If a line in the listing contains "service", copy it out whole.
·····
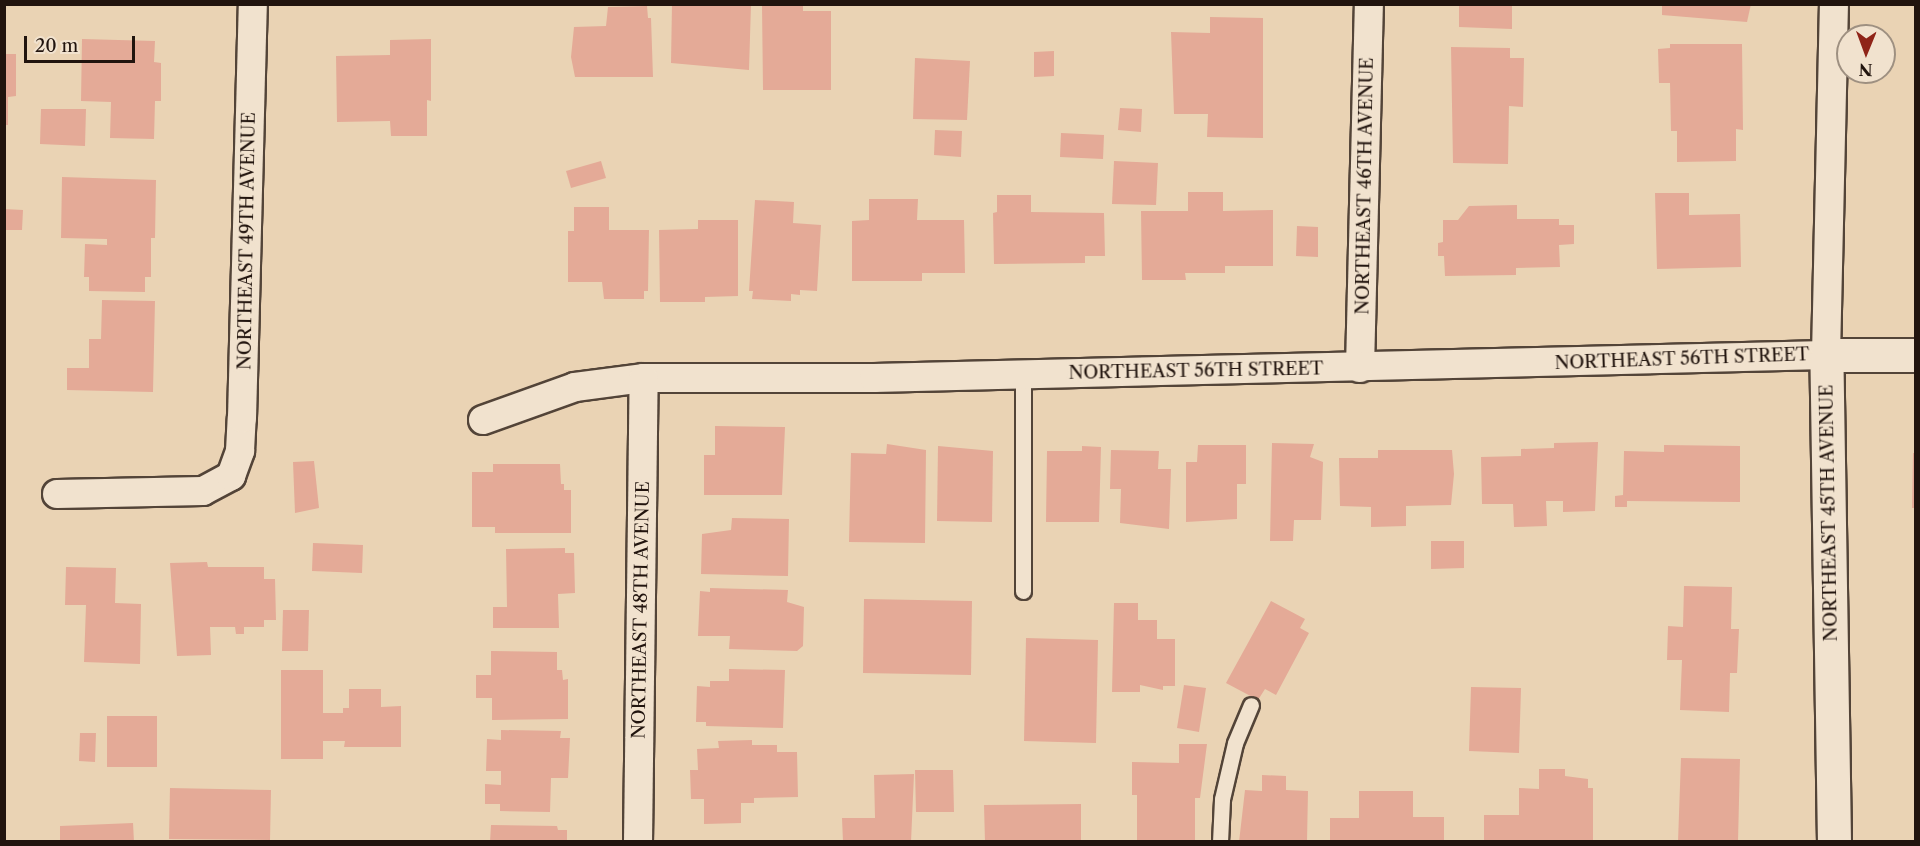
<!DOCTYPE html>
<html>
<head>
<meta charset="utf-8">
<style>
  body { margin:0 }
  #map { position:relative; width:1920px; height:846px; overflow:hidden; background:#ead3b4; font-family:"Libre Caslon Text",serif }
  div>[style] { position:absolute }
  .building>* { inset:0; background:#e4aa97 }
  .roads { filter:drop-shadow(2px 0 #534438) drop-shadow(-2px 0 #534438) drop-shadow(0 2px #534438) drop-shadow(0 -2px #534438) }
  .service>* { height:15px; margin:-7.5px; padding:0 7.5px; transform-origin:7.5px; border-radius:7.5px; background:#f1e2ce }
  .minor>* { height:28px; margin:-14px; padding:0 14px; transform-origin:14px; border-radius:14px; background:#f1e2ce }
  .tertiary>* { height:33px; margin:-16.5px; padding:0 16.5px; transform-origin:16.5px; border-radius:16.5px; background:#f1e2ce }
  span { translate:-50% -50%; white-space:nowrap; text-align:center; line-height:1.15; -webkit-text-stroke:5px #f1e2ce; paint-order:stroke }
  .street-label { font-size:18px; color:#21140e }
  .frame { position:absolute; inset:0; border:6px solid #21140e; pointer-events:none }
  .north { position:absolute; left:1836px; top:24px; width:60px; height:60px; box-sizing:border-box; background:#f1e2ce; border:2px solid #9e9081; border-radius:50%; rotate:181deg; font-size:16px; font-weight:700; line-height:24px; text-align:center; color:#21140e }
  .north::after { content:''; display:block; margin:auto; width:21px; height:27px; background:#8f2418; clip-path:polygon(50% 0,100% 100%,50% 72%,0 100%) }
  .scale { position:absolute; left:24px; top:36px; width:111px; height:27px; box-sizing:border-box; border:3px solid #21140e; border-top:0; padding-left:8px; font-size:18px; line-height:21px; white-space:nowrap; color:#21140e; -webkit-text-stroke:4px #f1e2ce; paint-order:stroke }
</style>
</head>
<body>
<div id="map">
  <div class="building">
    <div style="clip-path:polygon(672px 4px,751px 4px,749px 70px,671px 63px)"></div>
    <div style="clip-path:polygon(1459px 4px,1512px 4px,1512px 29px,1459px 27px)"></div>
    <div style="clip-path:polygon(1662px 4px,1751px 4px,1747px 22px,1662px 15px)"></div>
    <div style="clip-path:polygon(762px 5px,803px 5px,803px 11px,831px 11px,831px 90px,763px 90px)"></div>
    <div style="clip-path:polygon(647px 6px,648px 18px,651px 18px,653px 77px,575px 77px,571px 57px,574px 27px,606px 26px,608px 7px)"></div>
    <div style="clip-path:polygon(1210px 17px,1263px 18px,1263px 138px,1207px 137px,1208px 114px,1174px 114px,1171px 32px,1210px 33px)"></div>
    <div style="clip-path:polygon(82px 39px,155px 41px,154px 62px,161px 63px,161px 101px,155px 101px,154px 139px,110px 138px,111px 102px,81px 101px)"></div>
    <div style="clip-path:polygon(431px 39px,431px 101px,427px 100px,427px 136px,391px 136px,390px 121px,337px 122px,336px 56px,390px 55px,390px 40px)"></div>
    <div style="clip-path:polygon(1670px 44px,1742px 44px,1743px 130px,1736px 129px,1736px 161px,1677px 162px,1677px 131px,1671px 131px,1670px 83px,1659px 83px,1658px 49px,1670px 48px)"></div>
    <div style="clip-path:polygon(1451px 47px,1510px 48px,1510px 58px,1524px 58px,1523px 107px,1509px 106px,1508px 164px,1453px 163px)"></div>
    <div style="clip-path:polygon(1054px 51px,1054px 76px,1034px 77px,1034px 52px)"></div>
    <div style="clip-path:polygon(4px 54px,16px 54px,16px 96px,8px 97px,8px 125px,4px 125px)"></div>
    <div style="clip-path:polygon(915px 58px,970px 61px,967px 120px,913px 119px)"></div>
    <div style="clip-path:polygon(1120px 108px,1142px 109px,1141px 132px,1118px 130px)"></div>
    <div style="clip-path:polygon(41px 109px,86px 109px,85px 146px,40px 144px)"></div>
    <div style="clip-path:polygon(935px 130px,962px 131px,961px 157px,934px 155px)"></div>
    <div style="clip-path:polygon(1061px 133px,1104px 135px,1103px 159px,1060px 157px)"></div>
    <div style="clip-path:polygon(601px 161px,606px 178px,571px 188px,566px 171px)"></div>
    <div style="clip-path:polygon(1114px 161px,1158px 163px,1156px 205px,1112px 204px)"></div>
    <div style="clip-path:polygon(62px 177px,156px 180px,155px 238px,151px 238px,151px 277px,145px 277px,145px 292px,89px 291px,89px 277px,84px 277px,85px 244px,107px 245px,107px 239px,61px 238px)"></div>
    <div style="clip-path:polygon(1188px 192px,1223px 192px,1223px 211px,1273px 210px,1273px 266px,1225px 266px,1225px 273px,1185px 273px,1186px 280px,1142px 280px,1141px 211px,1188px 211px)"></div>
    <div style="clip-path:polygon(1655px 193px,1689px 193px,1689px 215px,1740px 214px,1741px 267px,1657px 269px)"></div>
    <div style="clip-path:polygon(997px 195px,1031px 195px,1031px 212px,1104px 213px,1105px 256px,1085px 256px,1085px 263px,994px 264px,993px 213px,997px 212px)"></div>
    <div style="clip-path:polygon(869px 199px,918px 199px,917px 220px,964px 220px,965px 273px,922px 273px,922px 281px,852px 281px,852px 221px,869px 220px)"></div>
    <div style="clip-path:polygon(755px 200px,794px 202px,793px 223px,821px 225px,817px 291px,800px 290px,800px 295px,791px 294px,791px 301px,752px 299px,753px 291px,749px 291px)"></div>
    <div style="clip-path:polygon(1517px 205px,1517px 219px,1559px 219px,1559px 225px,1574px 225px,1574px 244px,1559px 245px,1560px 267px,1516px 268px,1516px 275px,1445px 276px,1444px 256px,1438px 256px,1438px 243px,1443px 242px,1443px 220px,1458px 220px,1469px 206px)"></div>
    <div style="clip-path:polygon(574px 207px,609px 207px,609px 230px,649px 230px,648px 291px,644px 291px,644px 299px,604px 299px,602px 282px,568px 282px,568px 231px,574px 231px)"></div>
    <div style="clip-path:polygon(4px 209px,23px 210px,22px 230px,4px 230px)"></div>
    <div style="clip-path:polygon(698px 220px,738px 220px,738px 296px,705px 297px,705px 302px,660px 302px,659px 230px,698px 229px)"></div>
    <div style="clip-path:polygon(1297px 226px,1318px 227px,1318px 257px,1296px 256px)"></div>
    <div style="clip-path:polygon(102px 300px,155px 301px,153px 392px,67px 390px,67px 368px,89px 368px,89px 339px,101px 339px)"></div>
    <div style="clip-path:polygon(715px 426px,785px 427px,782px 495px,704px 495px,704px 455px,715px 455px)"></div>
    <div style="clip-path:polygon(1598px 442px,1595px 511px,1563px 512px,1563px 501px,1546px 501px,1547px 526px,1514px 527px,1513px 504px,1482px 504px,1481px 457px,1521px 456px,1521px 449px,1554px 448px,1554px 443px)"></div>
    <div style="clip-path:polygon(1272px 443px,1314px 444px,1310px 457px,1323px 462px,1321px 520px,1294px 520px,1293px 541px,1270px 541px)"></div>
    <div style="clip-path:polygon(887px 444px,926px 450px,925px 543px,849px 542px,851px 453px,886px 454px)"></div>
    <div style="clip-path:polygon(1198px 445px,1246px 445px,1246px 484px,1237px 484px,1237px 519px,1186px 522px,1186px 462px,1197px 462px)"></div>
    <div style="clip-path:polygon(1664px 445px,1740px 446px,1740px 502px,1627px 501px,1627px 507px,1615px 507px,1615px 496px,1623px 495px,1624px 451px,1664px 452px)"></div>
    <div style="clip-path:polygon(938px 446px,993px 451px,992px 522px,937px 521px)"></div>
    <div style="clip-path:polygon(1082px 446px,1101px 447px,1099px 522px,1046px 522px,1047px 451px,1082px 451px)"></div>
    <div style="clip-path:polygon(1111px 450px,1159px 451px,1158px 469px,1171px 469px,1169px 529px,1120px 523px,1121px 489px,1110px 489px)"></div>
    <div style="clip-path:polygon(1378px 450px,1452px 450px,1454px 474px,1451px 505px,1406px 506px,1406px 526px,1371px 527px,1371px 507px,1340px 506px,1339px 458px,1378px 458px)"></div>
    <div style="clip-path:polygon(1913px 453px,1916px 453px,1916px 508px,1912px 508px)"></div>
    <div style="clip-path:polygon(314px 461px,319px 508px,295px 513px,293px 462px)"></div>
    <div style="clip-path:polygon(493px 464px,560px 464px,561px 484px,564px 484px,564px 490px,571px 490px,571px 533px,495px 533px,495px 527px,472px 527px,472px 472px,493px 472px)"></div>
    <div style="clip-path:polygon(732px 518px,789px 519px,788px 576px,701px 574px,702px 534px,731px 530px)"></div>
    <div style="clip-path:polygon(1431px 541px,1464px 541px,1464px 568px,1431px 569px)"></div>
    <div style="clip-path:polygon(313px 543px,363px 545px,362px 573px,312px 571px)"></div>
    <div style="clip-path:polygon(565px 548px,565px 553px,574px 553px,575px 593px,558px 594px,559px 628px,493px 628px,493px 607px,507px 607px,506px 549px)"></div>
    <div style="clip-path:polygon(207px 562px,208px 567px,264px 567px,264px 579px,275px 579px,276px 620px,264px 620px,264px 627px,244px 627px,244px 634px,236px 634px,235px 627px,210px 627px,211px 655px,177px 656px,170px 563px)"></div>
    <div style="clip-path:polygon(66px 567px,116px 568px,115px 603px,141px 604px,140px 664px,84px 662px,86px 605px,65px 605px)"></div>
    <div style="clip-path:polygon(1684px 586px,1732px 587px,1731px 629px,1739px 629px,1737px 673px,1730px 673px,1729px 712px,1680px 710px,1682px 660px,1667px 660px,1668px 626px,1683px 627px)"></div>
    <div style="clip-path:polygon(710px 588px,788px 590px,787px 602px,804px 607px,803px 646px,797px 651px,729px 649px,730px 636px,698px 636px,700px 591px,710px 592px)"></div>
    <div style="clip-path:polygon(864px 599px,972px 601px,971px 675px,863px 673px)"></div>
    <div style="clip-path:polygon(1271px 601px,1305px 619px,1300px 628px,1309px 633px,1276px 695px,1265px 689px,1258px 700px,1226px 683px)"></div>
    <div style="clip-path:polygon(1114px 603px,1138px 603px,1138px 620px,1157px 620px,1157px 639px,1175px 639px,1175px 686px,1163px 686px,1163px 690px,1140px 685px,1140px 692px,1112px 692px)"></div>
    <div style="clip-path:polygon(283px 610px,309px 610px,308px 651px,282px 651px)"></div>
    <div style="clip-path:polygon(1026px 638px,1098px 640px,1096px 743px,1024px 741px)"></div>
    <div style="clip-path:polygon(491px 651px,557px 652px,557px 670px,562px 670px,563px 680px,568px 679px,568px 719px,492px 720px,492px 698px,476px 698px,476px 675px,491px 675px)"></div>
    <div style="clip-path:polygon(729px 669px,785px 670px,783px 728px,706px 726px,706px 722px,696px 722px,697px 686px,710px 687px,710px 681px,729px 681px)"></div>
    <div style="clip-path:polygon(281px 670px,323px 670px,323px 713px,343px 713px,343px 708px,349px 708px,349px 689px,381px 689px,381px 707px,401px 706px,401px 747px,344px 747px,345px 741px,323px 741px,323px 759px,281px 759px)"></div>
    <div style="clip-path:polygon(1184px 685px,1206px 688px,1199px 732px,1177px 728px)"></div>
    <div style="clip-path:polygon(1471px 687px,1521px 688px,1519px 753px,1469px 751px)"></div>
    <div style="clip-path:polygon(107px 716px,157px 716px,157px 767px,107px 767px)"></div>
    <div style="clip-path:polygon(501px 730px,561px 731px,560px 738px,570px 738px,568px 778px,551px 778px,550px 812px,500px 811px,500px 804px,485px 804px,485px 784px,501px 785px,501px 771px,486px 771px,487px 739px,501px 740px)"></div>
    <div style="clip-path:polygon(80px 733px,96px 733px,95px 762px,79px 761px)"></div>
    <div style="clip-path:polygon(752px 740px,752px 745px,777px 745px,777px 752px,797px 752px,798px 797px,754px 798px,754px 803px,741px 803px,741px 823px,704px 824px,704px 799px,691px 799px,690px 770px,698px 770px,697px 749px,719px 748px,718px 741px)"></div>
    <div style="clip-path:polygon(1179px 744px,1207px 744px,1200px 798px,1195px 798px,1195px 842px,1137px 842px,1137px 795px,1132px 795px,1132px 762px,1179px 763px)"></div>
    <div style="clip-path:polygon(1681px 758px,1740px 759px,1738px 842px,1678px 842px)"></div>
    <div style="clip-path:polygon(1539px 769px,1565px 769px,1565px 776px,1588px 779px,1588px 788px,1593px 788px,1593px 842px,1484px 842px,1484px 815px,1519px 815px,1519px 788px,1539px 789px)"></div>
    <div style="clip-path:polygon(915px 770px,953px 770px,954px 812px,916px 812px)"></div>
    <div style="clip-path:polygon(914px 774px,911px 842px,843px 842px,842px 818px,875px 818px,874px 775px)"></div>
    <div style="clip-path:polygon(1262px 775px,1286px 776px,1286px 790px,1308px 791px,1307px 842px,1239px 842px,1245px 790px,1262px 791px)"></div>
    <div style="clip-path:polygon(170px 788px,271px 790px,270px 840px,169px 839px)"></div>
    <div style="clip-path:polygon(1359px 791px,1413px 791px,1413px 817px,1444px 817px,1444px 842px,1330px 842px,1330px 818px,1359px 818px)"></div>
    <div style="clip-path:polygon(1081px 804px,1081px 842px,985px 842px,984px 805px)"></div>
    <div style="clip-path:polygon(133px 823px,134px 842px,60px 842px,60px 826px)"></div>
    <div style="clip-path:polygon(491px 825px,557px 826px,558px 830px,567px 830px,567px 842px,490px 842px)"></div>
  </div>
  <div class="roads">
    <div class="service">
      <div style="left:1023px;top:375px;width:216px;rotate:90deg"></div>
      <div style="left:1220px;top:842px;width:43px;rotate:-87.3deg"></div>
      <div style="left:1222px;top:799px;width:57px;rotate:-76.9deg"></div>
      <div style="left:1235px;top:743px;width:41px;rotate:-67.2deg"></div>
    </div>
    <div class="minor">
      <div style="left:1360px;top:368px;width:364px;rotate:-88.6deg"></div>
      <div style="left:483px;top:420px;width:98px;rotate:-19.7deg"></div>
      <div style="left:575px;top:387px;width:70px;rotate:-7.4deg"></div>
      <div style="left:644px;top:378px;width:230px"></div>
      <div style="left:874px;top:378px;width:952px;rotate:-1.38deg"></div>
      <div style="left:1826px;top:355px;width:351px;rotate:-88.7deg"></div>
      <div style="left:57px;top:494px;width:146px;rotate:-1.2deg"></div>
      <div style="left:203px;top:491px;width:32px;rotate:-28deg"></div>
      <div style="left:231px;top:476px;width:27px;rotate:-70deg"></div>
      <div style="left:240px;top:451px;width:33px;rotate:-87deg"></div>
      <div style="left:242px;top:418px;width:414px;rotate:-88.5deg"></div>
      <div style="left:638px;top:842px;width:464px;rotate:-89.3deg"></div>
    </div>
    <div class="tertiary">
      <div style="left:1834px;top:842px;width:487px;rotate:-90.9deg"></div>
      <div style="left:1826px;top:355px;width:90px"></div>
    </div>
  </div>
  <div class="street-label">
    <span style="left:1365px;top:186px;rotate:-89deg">NORTHEAST 46TH AVENUE</span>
    <span style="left:247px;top:241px;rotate:-89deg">NORTHEAST 49TH AVENUE</span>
    <span style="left:1682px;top:359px;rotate:-2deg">NORTHEAST 56TH STREET</span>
    <span style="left:1196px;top:371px;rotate:-1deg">NORTHEAST 56TH STREET</span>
    <span style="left:1829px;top:513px;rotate:-91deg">NORTHEAST 45TH AVENUE</span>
    <span style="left:641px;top:610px;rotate:-89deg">NORTHEAST 48TH AVENUE</span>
  </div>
  <div class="frame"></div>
  <div class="north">N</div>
  <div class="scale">20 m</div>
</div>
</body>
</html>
·····
Solved exercise:
  .service>* { height:15px; margin:-7.5px; padding:0 7.5px; transform-origin:7.5px; border-radius:7.5px; background:#f1e2ce }
    <div class="service">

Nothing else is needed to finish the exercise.